• _RECORDS FOR THIS EXERCISE_:
════════

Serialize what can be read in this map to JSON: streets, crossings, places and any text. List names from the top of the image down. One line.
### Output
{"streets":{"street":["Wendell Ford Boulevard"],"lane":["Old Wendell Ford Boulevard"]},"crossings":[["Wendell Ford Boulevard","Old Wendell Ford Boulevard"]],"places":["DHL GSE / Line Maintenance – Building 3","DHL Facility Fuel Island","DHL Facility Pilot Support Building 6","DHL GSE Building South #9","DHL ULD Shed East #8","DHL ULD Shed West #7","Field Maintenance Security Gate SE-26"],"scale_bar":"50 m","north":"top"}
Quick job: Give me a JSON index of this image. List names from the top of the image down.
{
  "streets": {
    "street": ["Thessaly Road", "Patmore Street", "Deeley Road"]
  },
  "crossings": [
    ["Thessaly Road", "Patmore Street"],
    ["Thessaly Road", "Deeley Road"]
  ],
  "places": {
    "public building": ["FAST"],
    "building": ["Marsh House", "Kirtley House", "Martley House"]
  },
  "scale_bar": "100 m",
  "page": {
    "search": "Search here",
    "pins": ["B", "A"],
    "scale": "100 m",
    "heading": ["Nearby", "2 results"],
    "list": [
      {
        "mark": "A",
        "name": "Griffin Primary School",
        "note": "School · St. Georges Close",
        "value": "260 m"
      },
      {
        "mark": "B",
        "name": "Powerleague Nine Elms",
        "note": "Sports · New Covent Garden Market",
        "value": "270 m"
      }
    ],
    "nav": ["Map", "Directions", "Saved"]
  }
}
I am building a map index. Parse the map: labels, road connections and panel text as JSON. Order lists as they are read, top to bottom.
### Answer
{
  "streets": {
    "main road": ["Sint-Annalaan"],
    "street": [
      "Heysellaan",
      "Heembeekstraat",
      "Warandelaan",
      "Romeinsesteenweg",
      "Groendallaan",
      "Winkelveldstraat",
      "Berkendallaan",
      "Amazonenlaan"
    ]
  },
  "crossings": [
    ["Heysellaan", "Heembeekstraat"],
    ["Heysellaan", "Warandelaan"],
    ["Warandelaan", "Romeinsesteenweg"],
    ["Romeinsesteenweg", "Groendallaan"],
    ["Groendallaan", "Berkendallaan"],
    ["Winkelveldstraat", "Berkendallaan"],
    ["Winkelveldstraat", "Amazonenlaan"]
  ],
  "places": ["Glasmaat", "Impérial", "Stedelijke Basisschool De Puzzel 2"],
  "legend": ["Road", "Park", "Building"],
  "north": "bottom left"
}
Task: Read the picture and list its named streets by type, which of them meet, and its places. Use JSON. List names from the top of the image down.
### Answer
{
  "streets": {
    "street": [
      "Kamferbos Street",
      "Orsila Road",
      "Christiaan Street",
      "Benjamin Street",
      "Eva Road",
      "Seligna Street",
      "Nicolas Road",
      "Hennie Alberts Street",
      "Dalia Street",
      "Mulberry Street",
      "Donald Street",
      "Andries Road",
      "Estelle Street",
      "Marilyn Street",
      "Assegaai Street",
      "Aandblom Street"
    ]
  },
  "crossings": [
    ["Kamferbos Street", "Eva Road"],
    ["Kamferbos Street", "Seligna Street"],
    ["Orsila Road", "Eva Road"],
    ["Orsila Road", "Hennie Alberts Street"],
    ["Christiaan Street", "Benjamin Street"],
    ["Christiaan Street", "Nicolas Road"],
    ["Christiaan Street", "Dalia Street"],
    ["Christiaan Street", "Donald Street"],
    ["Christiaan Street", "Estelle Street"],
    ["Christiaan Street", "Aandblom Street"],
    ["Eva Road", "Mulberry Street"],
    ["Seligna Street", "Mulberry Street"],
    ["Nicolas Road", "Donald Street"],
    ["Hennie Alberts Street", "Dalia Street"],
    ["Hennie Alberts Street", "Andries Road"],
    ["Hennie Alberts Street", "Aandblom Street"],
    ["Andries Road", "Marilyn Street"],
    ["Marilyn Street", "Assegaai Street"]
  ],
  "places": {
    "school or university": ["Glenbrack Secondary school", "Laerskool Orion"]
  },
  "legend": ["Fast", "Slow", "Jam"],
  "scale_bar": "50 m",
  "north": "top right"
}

════════

• _WHAT IS NEEDED_: Exactly as written, reproduce the whole listing.

• _YOUR RESPONSE_:
Serialize what can be read in this map to JSON: streets, crossings, places and any text. List names from the top of the image down. One line.
### Output
{"streets":{"street":["Wendell Ford Boulevard"],"lane":["Old Wendell Ford Boulevard"]},"crossings":[["Wendell Ford Boulevard","Old Wendell Ford Boulevard"]],"places":["DHL GSE / Line Maintenance – Building 3","DHL Facility Fuel Island","DHL Facility Pilot Support Building 6","DHL GSE Building South #9","DHL ULD Shed East #8","DHL ULD Shed West #7","Field Maintenance Security Gate SE-26"],"scale_bar":"50 m","north":"top"}
Quick job: Give me a JSON index of this image. List names from the top of the image down.
{
  "streets": {
    "street": ["Thessaly Road", "Patmore Street", "Deeley Road"]
  },
  "crossings": [
    ["Thessaly Road", "Patmore Street"],
    ["Thessaly Road", "Deeley Road"]
  ],
  "places": {
    "public building": ["FAST"],
    "building": ["Marsh House", "Kirtley House", "Martley House"]
  },
  "scale_bar": "100 m",
  "page": {
    "search": "Search here",
    "pins": ["B", "A"],
    "scale": "100 m",
    "heading": ["Nearby", "2 results"],
    "list": [
      {
        "mark": "A",
        "name": "Griffin Primary School",
        "note": "School · St. Georges Close",
        "value": "260 m"
      },
      {
        "mark": "B",
        "name": "Powerleague Nine Elms",
        "note": "Sports · New Covent Garden Market",
        "value": "270 m"
      }
    ],
    "nav": ["Map", "Directions", "Saved"]
  }
}
I am building a map index. Parse the map: labels, road connections and panel text as JSON. Order lists as they are read, top to bottom.
### Answer
{
  "streets": {
    "main road": ["Sint-Annalaan"],
    "street": [
      "Heysellaan",
      "Heembeekstraat",
      "Warandelaan",
      "Romeinsesteenweg",
      "Groendallaan",
      "Winkelveldstraat",
      "Berkendallaan",
      "Amazonenlaan"
    ]
  },
  "crossings": [
    ["Heysellaan", "Heembeekstraat"],
    ["Heysellaan", "Warandelaan"],
    ["Warandelaan", "Romeinsesteenweg"],
    ["Romeinsesteenweg", "Groendallaan"],
    ["Groendallaan", "Berkendallaan"],
    ["Winkelveldstraat", "Berkendallaan"],
    ["Winkelveldstraat", "Amazonenlaan"]
  ],
  "places": ["Glasmaat", "Impérial", "Stedelijke Basisschool De Puzzel 2"],
  "legend": ["Road", "Park", "Building"],
  "north": "bottom left"
}
Task: Read the picture and list its named streets by type, which of them meet, and its places. Use JSON. List names from the top of the image down.
### Answer
{
  "streets": {
    "street": [
      "Kamferbos Street",
      "Orsila Road",
      "Christiaan Street",
      "Benjamin Street",
      "Eva Road",
      "Seligna Street",
      "Nicolas Road",
      "Hennie Alberts Street",
      "Dalia Street",
      "Mulberry Street",
      "Donald Street",
      "Andries Road",
      "Estelle Street",
      "Marilyn Street",
      "Assegaai Street",
      "Aandblom Street"
    ]
  },
  "crossings": [
    ["Kamferbos Street", "Eva Road"],
    ["Kamferbos Street", "Seligna Street"],
    ["Orsila Road", "Eva Road"],
    ["Orsila Road", "Hennie Alberts Street"],
    ["Christiaan Street", "Benjamin Street"],
    ["Christiaan Street", "Nicolas Road"],
    ["Christiaan Street", "Dalia Street"],
    ["Christiaan Street", "Donald Street"],
    ["Christiaan Street", "Estelle Street"],
    ["Christiaan Street", "Aandblom Street"],
    ["Eva Road", "Mulberry Street"],
    ["Seligna Street", "Mulberry Street"],
    ["Nicolas Road", "Donald Street"],
    ["Hennie Alberts Street", "Dalia Street"],
    ["Hennie Alberts Street", "Andries Road"],
    ["Hennie Alberts Street", "Aandblom Street"],
    ["Andries Road", "Marilyn Street"],
    ["Marilyn Street", "Assegaai Street"]
  ],
  "places": {
    "school or university": ["Glenbrack Secondary school", "Laerskool Orion"]
  },
  "legend": ["Fast", "Slow", "Jam"],
  "scale_bar": "50 m",
  "north": "top right"
}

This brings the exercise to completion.